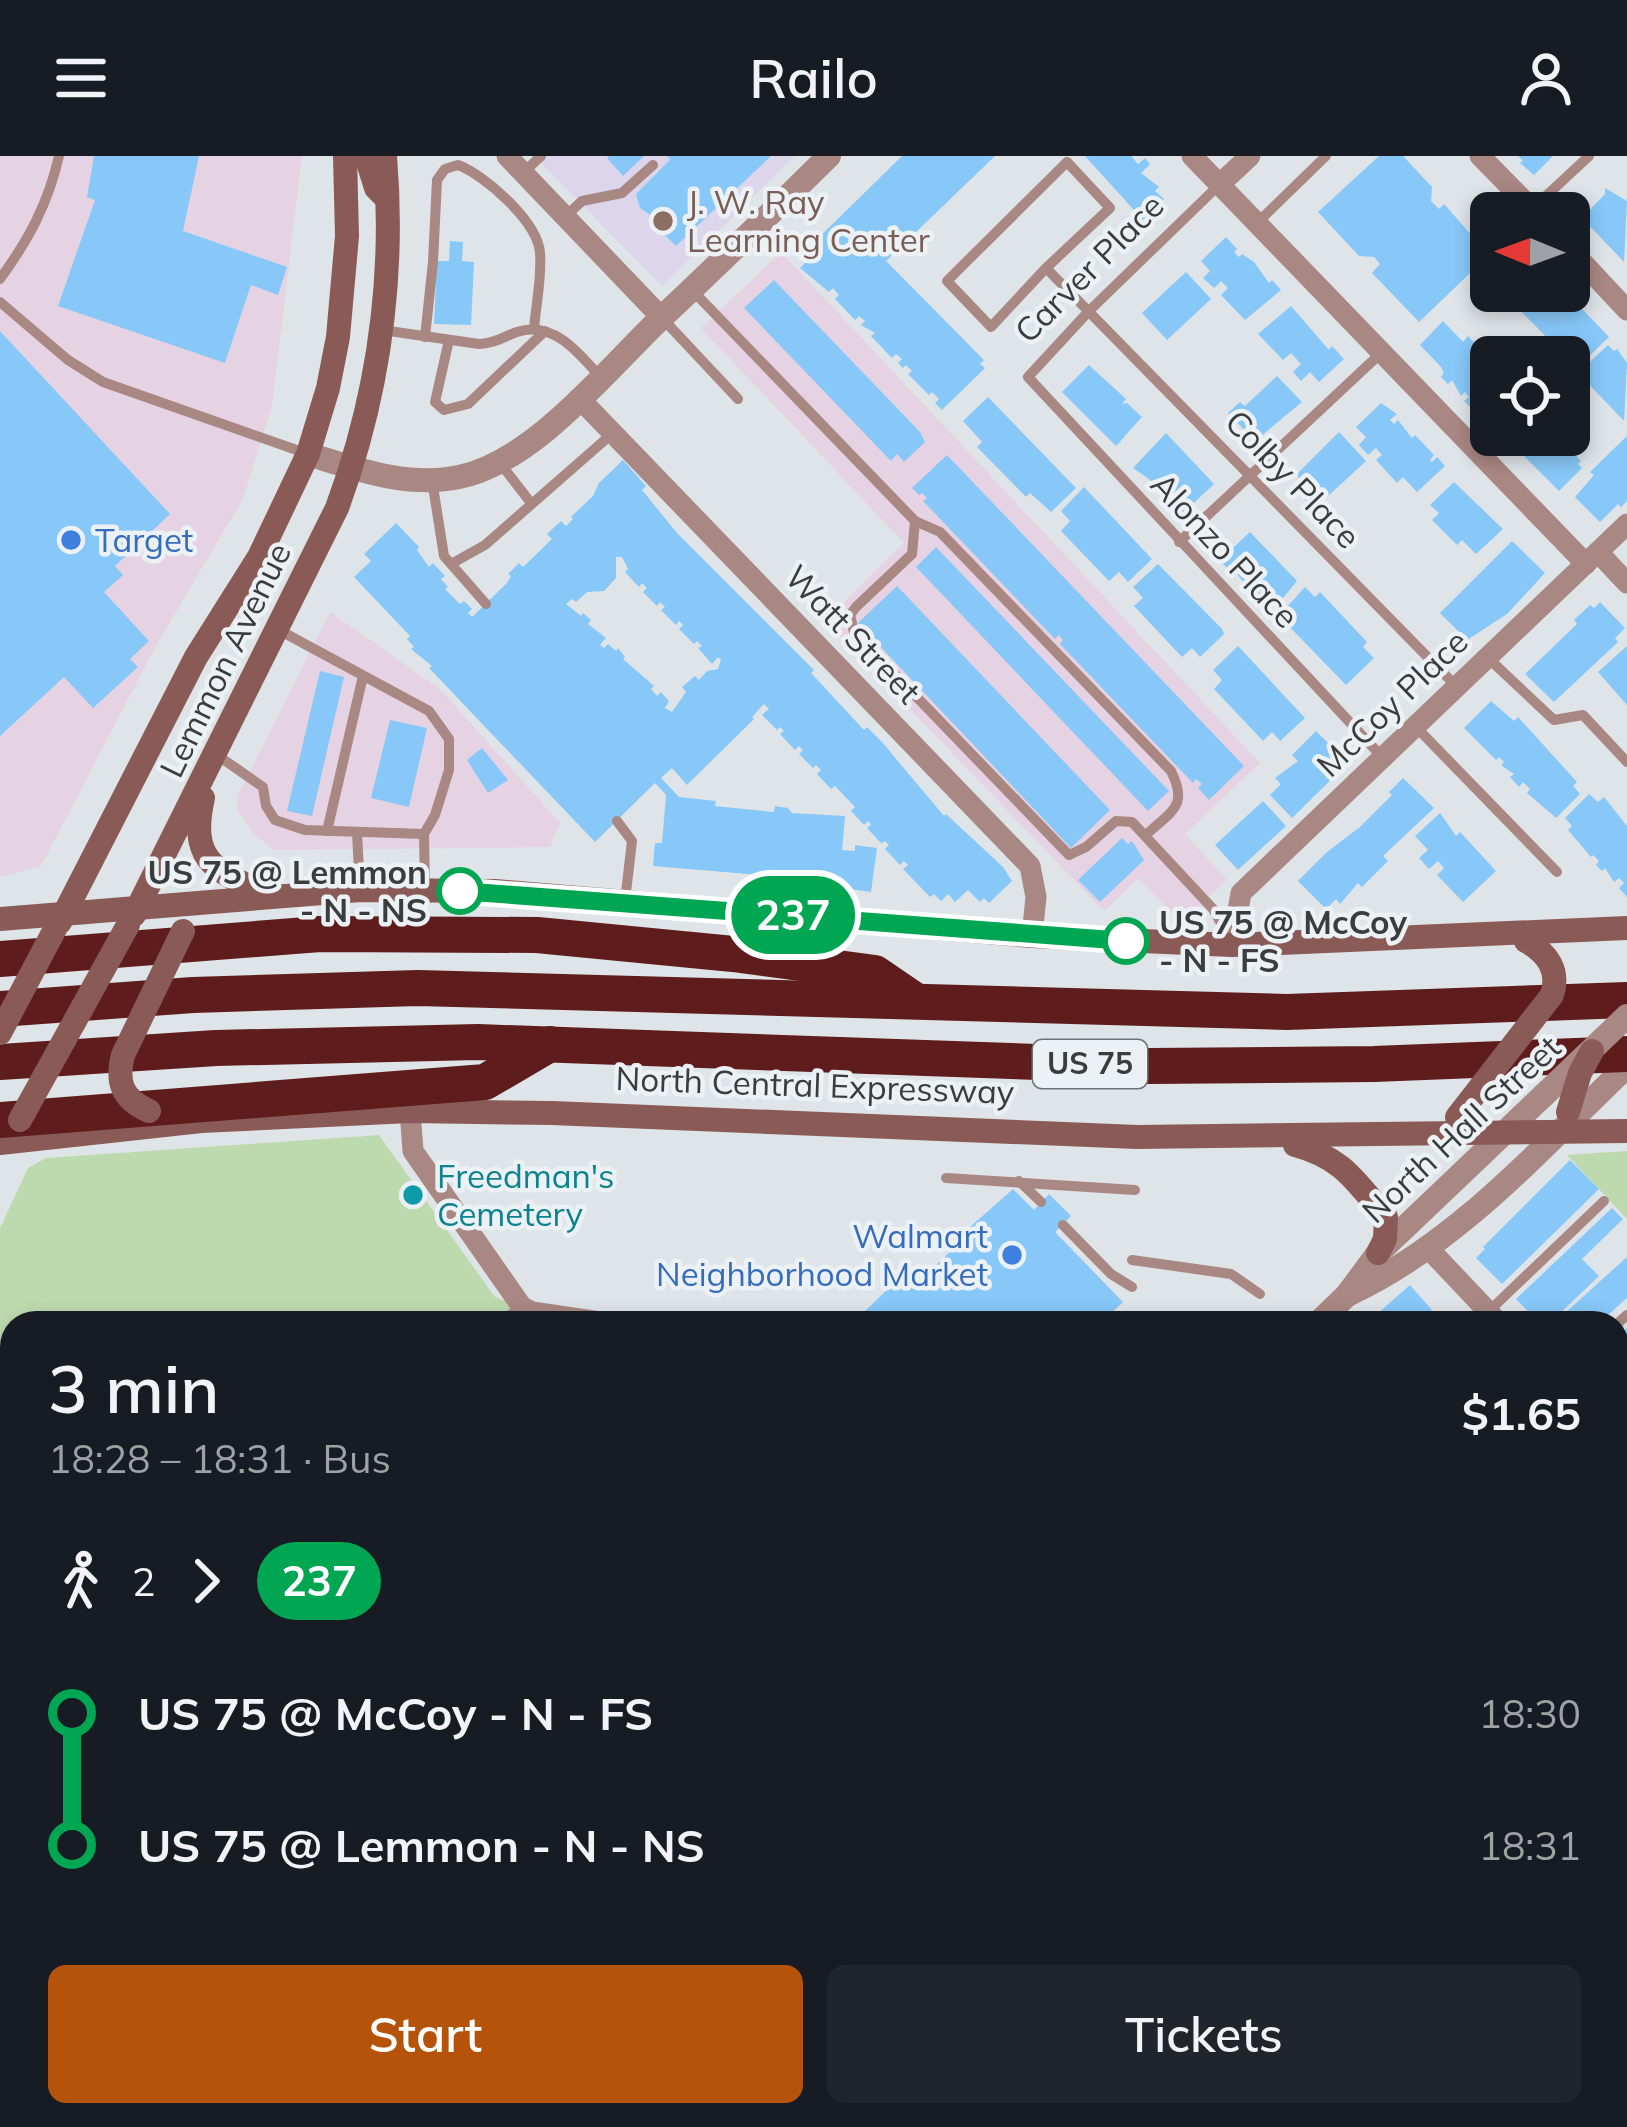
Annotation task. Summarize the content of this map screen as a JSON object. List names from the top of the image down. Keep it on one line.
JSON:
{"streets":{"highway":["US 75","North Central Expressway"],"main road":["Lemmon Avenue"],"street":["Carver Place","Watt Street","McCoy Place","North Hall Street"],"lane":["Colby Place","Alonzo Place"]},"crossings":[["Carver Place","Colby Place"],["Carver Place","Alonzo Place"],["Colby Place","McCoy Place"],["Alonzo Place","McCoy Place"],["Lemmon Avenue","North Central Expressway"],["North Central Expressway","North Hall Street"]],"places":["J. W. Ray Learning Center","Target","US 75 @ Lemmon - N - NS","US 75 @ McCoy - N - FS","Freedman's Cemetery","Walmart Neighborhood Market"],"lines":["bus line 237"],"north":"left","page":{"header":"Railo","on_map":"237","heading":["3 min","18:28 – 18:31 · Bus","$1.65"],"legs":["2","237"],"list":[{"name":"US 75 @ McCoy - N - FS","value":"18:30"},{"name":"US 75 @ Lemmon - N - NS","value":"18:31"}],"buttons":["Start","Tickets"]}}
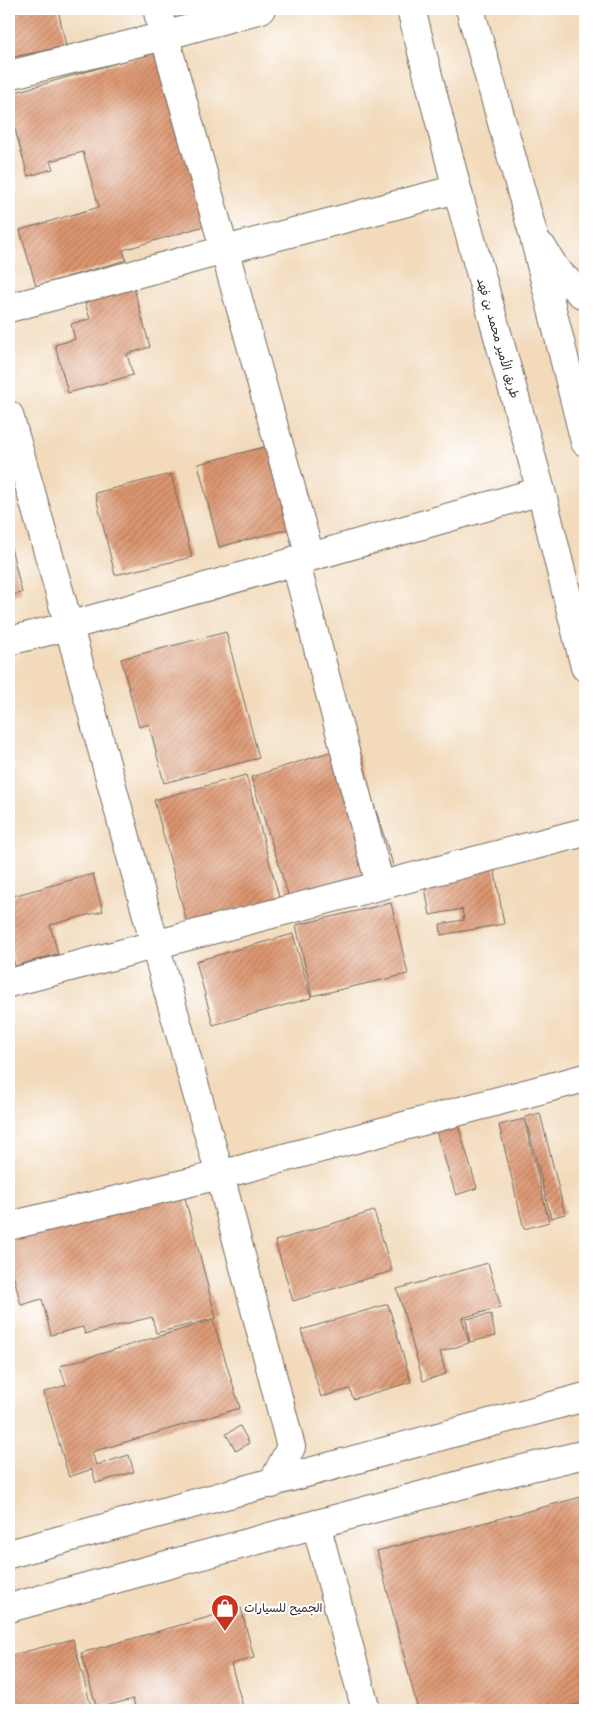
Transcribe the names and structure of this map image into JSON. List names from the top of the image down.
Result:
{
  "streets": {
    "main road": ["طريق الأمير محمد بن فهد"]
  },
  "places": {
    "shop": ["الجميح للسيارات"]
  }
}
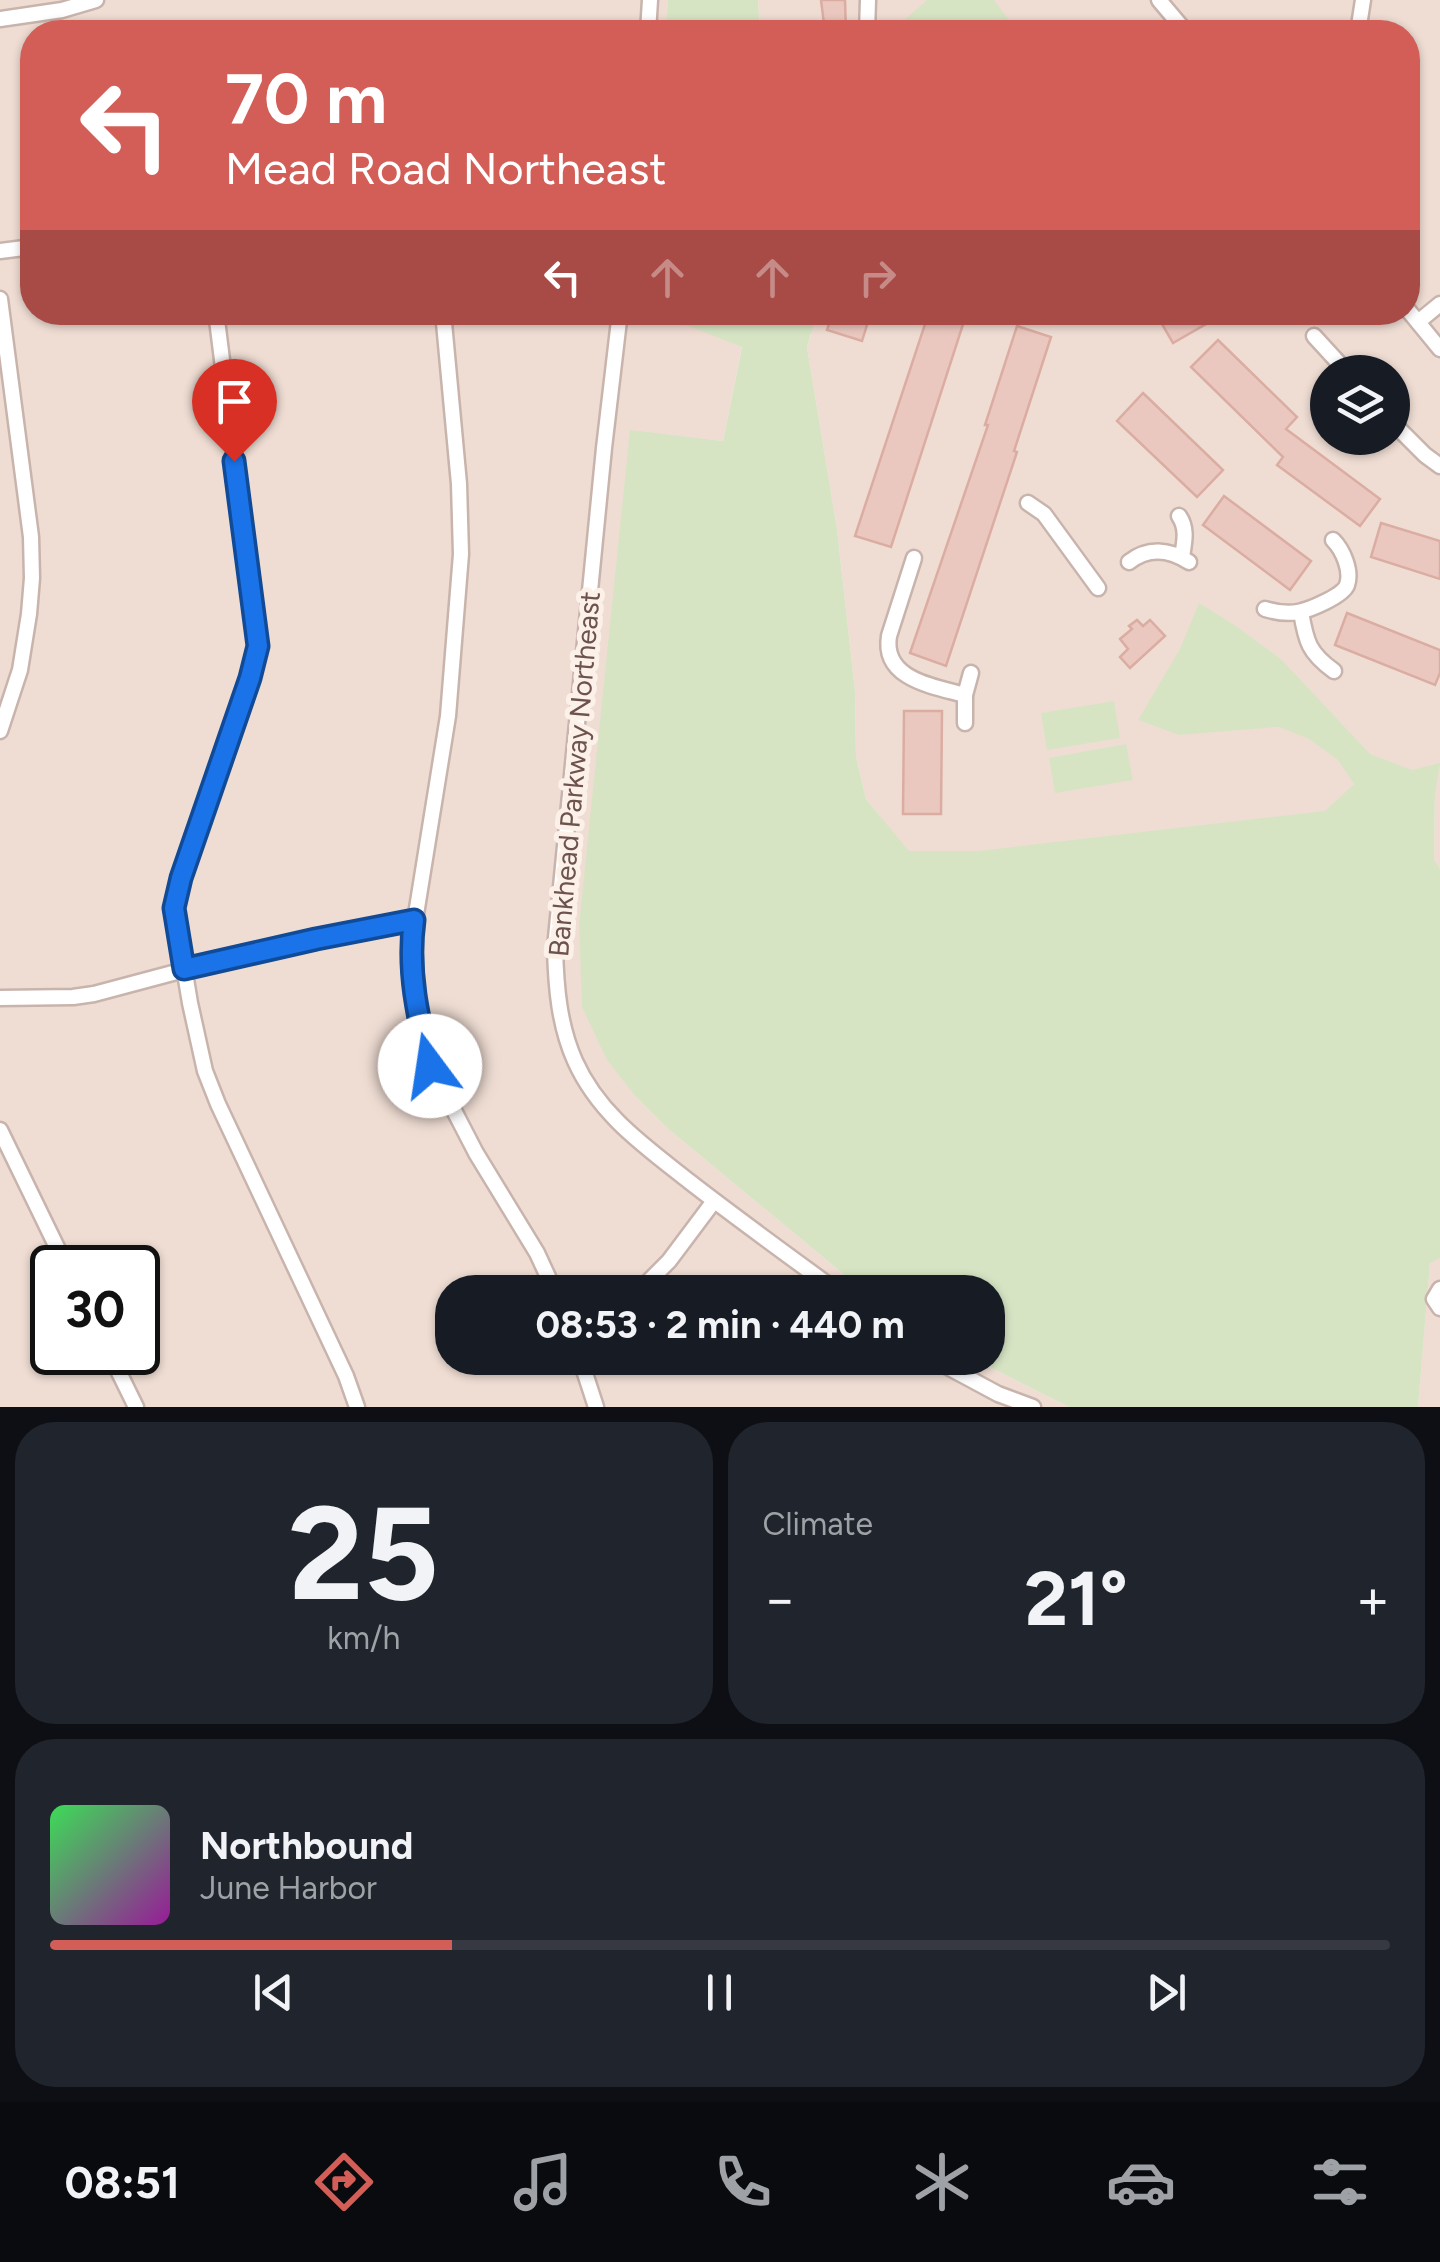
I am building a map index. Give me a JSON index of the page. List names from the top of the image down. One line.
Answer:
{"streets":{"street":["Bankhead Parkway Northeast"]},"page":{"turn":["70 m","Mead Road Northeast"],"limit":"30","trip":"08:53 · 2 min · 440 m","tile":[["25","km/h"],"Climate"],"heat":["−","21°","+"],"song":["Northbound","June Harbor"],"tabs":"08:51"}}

◆ ◆ ◆ ◆ ◆ ◆ ◆

# [WHAT IS REQUIRED]
Give the entries back verbatim and omit the images.

# [TASK RESPONSE]
Annotation task. Summarize the content of this map screen as a JSON object. List names from the top of the image down. Keep it on one line.
JSON:
{"streets":{"highway":["US 75","North Central Expressway"],"main road":["Lemmon Avenue"],"street":["Carver Place","Watt Street","McCoy Place","North Hall Street"],"lane":["Colby Place","Alonzo Place"]},"crossings":[["Carver Place","Colby Place"],["Carver Place","Alonzo Place"],["Colby Place","McCoy Place"],["Alonzo Place","McCoy Place"],["Lemmon Avenue","North Central Expressway"],["North Central Expressway","North Hall Street"]],"places":["J. W. Ray Learning Center","Target","US 75 @ Lemmon - N - NS","US 75 @ McCoy - N - FS","Freedman's Cemetery","Walmart Neighborhood Market"],"lines":["bus line 237"],"north":"left","page":{"header":"Railo","on_map":"237","heading":["3 min","18:28 – 18:31 · Bus","$1.65"],"legs":["2","237"],"list":[{"name":"US 75 @ McCoy - N - FS","value":"18:30"},{"name":"US 75 @ Lemmon - N - NS","value":"18:31"}],"buttons":["Start","Tickets"]}}
Transcribe the names and structure of this map image into JSON. List names from the top of the image down.
Result:
{
  "streets": {
    "main road": ["طريق الأمير محمد بن فهد"]
  },
  "places": {
    "shop": ["الجميح للسيارات"]
  }
}
I am building a map index. Give me a JSON index of the page. List names from the top of the image down. One line.
Answer:
{"streets":{"street":["Bankhead Parkway Northeast"]},"page":{"turn":["70 m","Mead Road Northeast"],"limit":"30","trip":"08:53 · 2 min · 440 m","tile":[["25","km/h"],"Climate"],"heat":["−","21°","+"],"song":["Northbound","June Harbor"],"tabs":"08:51"}}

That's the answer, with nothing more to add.